Pénurie et inégalités d’accès

Les données statistiques montrent des contrastes marqués : la consommation quotidienne par tête est estimée à environ 300 litres pour un Israélien et à 85 litres pour un Palestinien, chiffre inférieur à la moyenne mondiale de 120 litres. Ces écarts traduisent des inégalités d’accès aux ressources hydriques palestiniennes.

De nombreuses localités palestiniennes souffrent de coupures fréquentes d’eau. Plusieurs centaines de communautés manquent de réseaux publics et dépendent de camions‑citernes coûteux ou de captages de pluie, aggravant la vulnérabilité sociale et sanitaire.

Des appels internationaux et des organisations palestiniennes ont réclamé des enquêtes et des interventions pour contrer ce qu’elles qualifient de spoliation et pour réparer les dommages environnementaux causés par des forages et transferts non autorisés.

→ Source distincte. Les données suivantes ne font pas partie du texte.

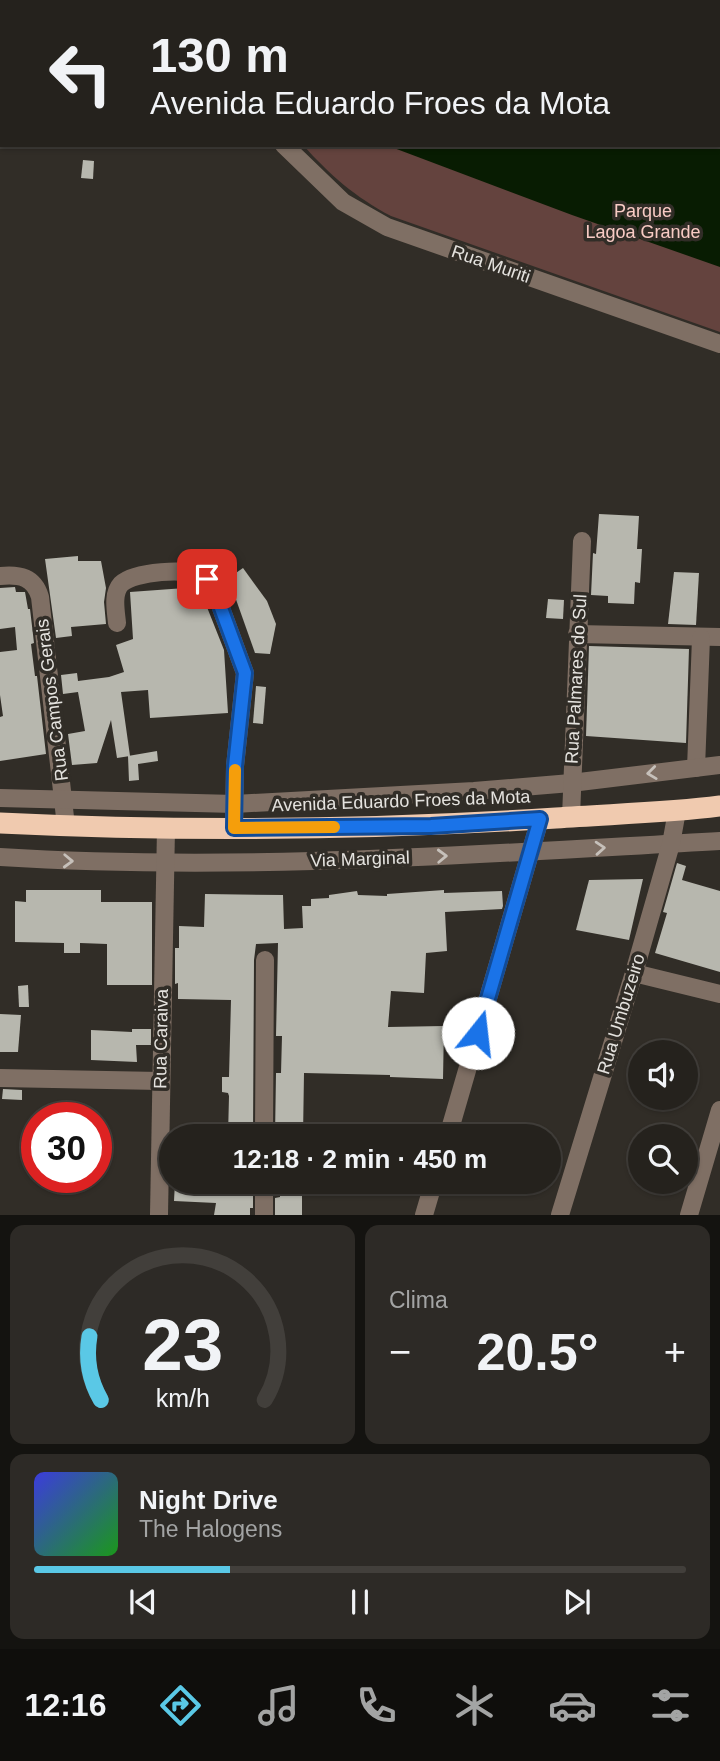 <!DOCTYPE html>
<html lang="pt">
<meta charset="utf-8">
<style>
body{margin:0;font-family:Helvetica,sans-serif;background:#2d2a26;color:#f1f3f6;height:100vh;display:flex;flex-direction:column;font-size:26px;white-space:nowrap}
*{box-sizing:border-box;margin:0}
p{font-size:23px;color:#a3a4a4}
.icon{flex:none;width:38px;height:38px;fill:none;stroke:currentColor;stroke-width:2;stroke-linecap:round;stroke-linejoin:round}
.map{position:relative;height:1215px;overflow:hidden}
.details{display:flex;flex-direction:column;gap:10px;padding:10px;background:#141310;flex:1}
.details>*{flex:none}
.top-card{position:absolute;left:0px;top:0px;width:721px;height:147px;box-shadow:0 2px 5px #0004,0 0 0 2px #423f3b;background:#25221d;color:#f1f3f6;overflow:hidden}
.buttons{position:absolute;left:628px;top:1040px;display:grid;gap:14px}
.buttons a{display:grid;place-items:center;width:70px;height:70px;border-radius:50%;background:#25221d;box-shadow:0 2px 5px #0004,0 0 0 2px #423f3b;font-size:35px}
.speed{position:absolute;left:21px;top:1102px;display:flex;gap:14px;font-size:35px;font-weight:700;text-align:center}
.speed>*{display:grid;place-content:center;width:91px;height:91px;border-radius:50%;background:#25221d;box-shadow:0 2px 5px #0004,0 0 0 2px #423f3b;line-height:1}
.speed .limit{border:10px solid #d22;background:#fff;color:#111}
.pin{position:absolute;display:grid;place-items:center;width:60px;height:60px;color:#fff;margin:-30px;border-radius:14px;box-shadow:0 4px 10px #0006}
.me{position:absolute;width:77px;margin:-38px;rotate:16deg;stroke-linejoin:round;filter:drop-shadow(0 0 5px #0008)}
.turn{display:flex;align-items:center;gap:24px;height:147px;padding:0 35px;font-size:32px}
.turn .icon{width:91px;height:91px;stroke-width:2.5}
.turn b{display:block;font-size:49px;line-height:60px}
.big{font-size:52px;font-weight:700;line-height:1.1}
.details .widget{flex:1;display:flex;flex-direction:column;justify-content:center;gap:10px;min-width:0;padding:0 24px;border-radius:14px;background:#2d2a26}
.details .dial{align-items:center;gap:0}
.dial svg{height:182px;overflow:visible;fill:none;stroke:#423f3b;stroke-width:7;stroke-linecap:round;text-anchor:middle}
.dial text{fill:#f1f3f6;stroke:none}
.song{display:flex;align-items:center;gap:21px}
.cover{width:84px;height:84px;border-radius:10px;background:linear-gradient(135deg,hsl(240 70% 55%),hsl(120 70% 35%))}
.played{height:7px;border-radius:4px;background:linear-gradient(90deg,#5ac8e6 30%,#423f3b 30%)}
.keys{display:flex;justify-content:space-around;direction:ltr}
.heat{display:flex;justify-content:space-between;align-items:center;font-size:38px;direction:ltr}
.details .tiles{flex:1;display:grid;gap:10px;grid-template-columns:1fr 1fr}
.widget:last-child{grid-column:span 2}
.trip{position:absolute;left:159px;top:1124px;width:402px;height:70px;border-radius:35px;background:#25221d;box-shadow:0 2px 5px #0004,0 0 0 2px #423f3b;font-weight:700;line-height:70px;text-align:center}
.tab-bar{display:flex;height:112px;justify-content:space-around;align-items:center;background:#0f0e0c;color:#a3a4a4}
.tab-bar .icon{width:49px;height:49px}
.tab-bar .current{color:#5ac8e6}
.tab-bar b{font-size:32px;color:#f1f3f6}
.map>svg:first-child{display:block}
</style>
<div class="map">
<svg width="720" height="1215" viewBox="0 0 720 1215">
<rect width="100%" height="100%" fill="#312d27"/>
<path fill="#64433e" d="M 44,0 L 720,0 L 720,332 L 391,216 C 355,197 330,175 303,145 L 719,145 L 719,2 Z"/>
<polygon fill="#081c02" points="101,0 720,0 720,267 572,215 386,145 719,145 719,2"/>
<g fill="#b7b7ae">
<polygon points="83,160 94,161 93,179 81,178"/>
<polygon points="599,514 639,516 637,549 642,549 640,583 635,582 634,604 608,603 608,596 591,595 593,553 596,554"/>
<polygon points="78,556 78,561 101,561 106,588 104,602 106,624 71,627 72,636 56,638 45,559"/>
<polygon points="243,568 267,601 276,624 270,654 255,653 233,591 233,575"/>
<polygon points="674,572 699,573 696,625 668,624"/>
<polygon points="15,587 16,592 25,592 28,609 30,609 34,643 31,644 35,676 37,676 46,754 0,761 0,717 3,716 0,695 0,652 17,650 15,627 0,629 0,588"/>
<polygon points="199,587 224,650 228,713 150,718 148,690 121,692 130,756 117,758 111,720 97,763 72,765 68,734 85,731 78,692 63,694 61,675 77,673 78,681 109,677 124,672 116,645 133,639 130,592"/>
<polygon points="548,599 564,600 563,619 546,618"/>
<polygon points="589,646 689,649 686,743 586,736"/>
<polygon points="256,686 266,687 263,724 253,723"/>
<polygon points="157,751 158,761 138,764 139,780 129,781 128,756"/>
<polygon points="677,863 686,866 682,880 720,891 720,972 655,953 667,913 663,912"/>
<polygon points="643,879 629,940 576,930 589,880"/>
<polygon points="26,890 101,890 101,902 152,902 152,985 107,985 107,944 80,943 80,953 64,953 64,943 15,942 15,901 26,902"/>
<polygon points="444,890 444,893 502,891 503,906 502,909 445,912 447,951 426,953 424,993 391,991 388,1027 444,1026 443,1079 390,1077 390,1075 304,1073 303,1136 275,1136 276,1073 281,1073 282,1036 276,1036 278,943 256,944 254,960 253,1135 228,1136 229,1096 228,1093 222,1092 222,1077 229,1077 231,1000 178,999 178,983 175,984 175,948 179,948 179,926 204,927 205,894 283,895 284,929 303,928 302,906 311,906 311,899 329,898 329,895 357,891 358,895 387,896 387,894"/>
<polygon points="28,985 29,1007 19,1007 18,986"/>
<polygon points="0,1014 21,1015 18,1052 0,1052"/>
<polygon points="132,1029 151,1029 151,1045 136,1045 137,1062 91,1060 91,1030 132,1032"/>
<polygon points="3,1089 22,1090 22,1100 2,1099"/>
<polygon points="181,1181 253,1183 253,1208 250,1208 250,1215 214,1215 216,1203 174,1201 175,1182"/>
<polygon points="280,1181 302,1181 302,1215 275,1215 275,1198 280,1197"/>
</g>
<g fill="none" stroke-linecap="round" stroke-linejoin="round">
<g stroke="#7f6f64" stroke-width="18">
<polyline points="36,0 36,2"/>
<polyline points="0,69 2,69"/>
<polyline points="284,145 343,202 387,227 720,344"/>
<path d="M 0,576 C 20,574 34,577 40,597 L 66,826"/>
<path d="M 117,623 C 116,611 112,594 121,584 C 135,571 187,568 203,576 C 209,579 211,584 214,589 L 245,673 L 235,766 L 234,828"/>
<polyline points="577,634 720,637"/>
<polyline points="696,768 701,638"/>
<polyline points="0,798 235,804 474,791 571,783 720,765"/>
<polyline points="571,817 582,541"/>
<path d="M 0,857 C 240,872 480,854 720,841"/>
<polyline points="634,973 720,994"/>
<polyline points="0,1078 160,1081"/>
<polyline points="264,1136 265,960"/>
<polyline points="448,1136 540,819"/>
<polyline points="159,1215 166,828"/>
<polyline points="264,1215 264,1181"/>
<polyline points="424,1215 434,1181"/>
<polyline points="560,1215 634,973 671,844 677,811"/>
<polyline points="689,1215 720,1110"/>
</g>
<path stroke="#f0caaf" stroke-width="21" d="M 0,823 C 185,832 371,830 556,818 C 611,814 666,813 720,806"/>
</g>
<defs><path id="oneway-chevron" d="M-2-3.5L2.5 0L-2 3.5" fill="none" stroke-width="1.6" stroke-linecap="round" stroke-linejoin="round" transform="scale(1.75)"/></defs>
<g stroke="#c6c0ba">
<use href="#oneway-chevron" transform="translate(652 773) rotate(173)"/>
<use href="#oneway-chevron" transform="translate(600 848) rotate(-4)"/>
<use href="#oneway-chevron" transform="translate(442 856) rotate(-2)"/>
<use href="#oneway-chevron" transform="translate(68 861) rotate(2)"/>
</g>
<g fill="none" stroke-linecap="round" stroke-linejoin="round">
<defs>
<polyline id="route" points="207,579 214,589 245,673 235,766 234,828 431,826 540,819 478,1033"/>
</defs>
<use href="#route" stroke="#114b97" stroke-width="18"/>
<use href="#route" stroke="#1a73e8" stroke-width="12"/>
<polyline stroke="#f59e0b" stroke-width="12" points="235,770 234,828 334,827"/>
</g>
<g text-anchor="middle" stroke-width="7" stroke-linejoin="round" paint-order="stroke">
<g font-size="18" fill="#f8cbc4" stroke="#312d27">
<text x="643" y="217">Parque<tspan x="643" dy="21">Lagoa Grande</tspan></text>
</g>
<g font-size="18" fill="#e5e3df" stroke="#312d27">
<text transform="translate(491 264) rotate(19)" y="6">Rua Muriti</text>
<text transform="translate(576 679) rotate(-87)" y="6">Rua Palmares do Sul</text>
<text transform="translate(52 700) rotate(-97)" y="6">Rua Campos Gerais</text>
<text transform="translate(401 801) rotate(-2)" y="6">Avenida Eduardo Froes da Mota</text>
<text transform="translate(360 859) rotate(-2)" y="6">Via Marginal</text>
<text transform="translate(621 1014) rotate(-73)" y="6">Rua Umbuzeiro</text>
<text transform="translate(161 1039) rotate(-89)" y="6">Rua Caraiva</text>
</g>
</g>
</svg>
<div class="buttons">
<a><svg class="icon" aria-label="sound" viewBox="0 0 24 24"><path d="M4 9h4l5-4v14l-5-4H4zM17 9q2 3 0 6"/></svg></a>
<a><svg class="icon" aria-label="search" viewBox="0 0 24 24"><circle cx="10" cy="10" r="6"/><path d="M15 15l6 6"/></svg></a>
</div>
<div class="speed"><div class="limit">30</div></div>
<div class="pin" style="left:207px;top:579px;background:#d93025"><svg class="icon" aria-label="arrive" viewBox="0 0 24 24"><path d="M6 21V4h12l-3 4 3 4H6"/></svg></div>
<svg class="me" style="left:478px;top:1033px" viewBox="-20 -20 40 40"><circle r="19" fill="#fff"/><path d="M0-13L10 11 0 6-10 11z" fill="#1a73e8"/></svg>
<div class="trip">12:18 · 2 min · 450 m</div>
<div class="top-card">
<div class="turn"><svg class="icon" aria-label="left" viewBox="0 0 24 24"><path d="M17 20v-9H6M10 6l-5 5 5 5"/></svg><div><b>130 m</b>Avenida Eduardo Froes da Mota</div></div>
</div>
</div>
<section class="details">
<div class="tiles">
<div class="widget dial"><svg viewBox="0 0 100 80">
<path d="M14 69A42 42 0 1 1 86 69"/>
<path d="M14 69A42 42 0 0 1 9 41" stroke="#5ac8e6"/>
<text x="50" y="56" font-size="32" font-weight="700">23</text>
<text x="50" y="72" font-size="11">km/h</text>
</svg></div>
<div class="widget"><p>Clima</p>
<div class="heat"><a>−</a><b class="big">20.5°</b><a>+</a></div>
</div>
<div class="widget">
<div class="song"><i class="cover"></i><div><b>Night Drive</b><p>The Halogens</p></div></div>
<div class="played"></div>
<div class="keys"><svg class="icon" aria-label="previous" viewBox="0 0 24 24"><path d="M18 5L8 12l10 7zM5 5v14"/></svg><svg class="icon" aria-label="pause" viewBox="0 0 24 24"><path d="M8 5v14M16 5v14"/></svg><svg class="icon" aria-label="next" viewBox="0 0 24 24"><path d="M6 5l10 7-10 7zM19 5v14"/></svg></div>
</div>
</div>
</section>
<nav class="tab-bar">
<b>12:16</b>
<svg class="icon current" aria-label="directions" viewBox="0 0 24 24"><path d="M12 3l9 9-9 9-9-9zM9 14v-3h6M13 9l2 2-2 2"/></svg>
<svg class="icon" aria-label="music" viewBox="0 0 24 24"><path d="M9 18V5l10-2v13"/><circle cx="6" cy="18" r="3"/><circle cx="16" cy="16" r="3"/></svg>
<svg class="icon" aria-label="phone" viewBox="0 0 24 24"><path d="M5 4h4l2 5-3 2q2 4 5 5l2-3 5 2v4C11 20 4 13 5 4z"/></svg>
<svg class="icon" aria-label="climate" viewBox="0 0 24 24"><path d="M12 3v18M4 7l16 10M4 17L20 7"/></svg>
<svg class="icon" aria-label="car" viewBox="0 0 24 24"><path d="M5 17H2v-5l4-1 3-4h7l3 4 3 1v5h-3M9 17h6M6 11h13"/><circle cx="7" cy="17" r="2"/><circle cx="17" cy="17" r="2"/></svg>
<svg class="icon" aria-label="filters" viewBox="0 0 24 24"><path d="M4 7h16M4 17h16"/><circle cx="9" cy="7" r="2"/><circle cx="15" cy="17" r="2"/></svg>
</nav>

Destruction des infrastructures et crise humanitaire à Gaza

Les opérations militaires israéliennes en Cisjordanie et à Gaza ont souvent ciblé ou endommagé des infrastructures hydrauliques : puits, réseaux d’irrigation, réservoirs et stations d’épuration ont été détruits à plusieurs reprises. Ces destructions aggravent l’insécurité hydrique et sanitaire.

Les offensives récentes à Gaza ont entraîné des coupures prolongées et la détérioration des installations, provoquant la contamination des réserves d’eau et un accès très limité à l’eau potable pour plus de deux millions d’habitants. Les autorités et experts locaux signalent une détérioration massive des ressources et des services.

Selon des responsables du secteur à Gaza, une très grande part des sources d’eau a été détruite et le système hydraulique, déjà fragile, est aujourd’hui épuisé, ce qui expose la population à des risques de santé publique et aggrave la crise humanitaire.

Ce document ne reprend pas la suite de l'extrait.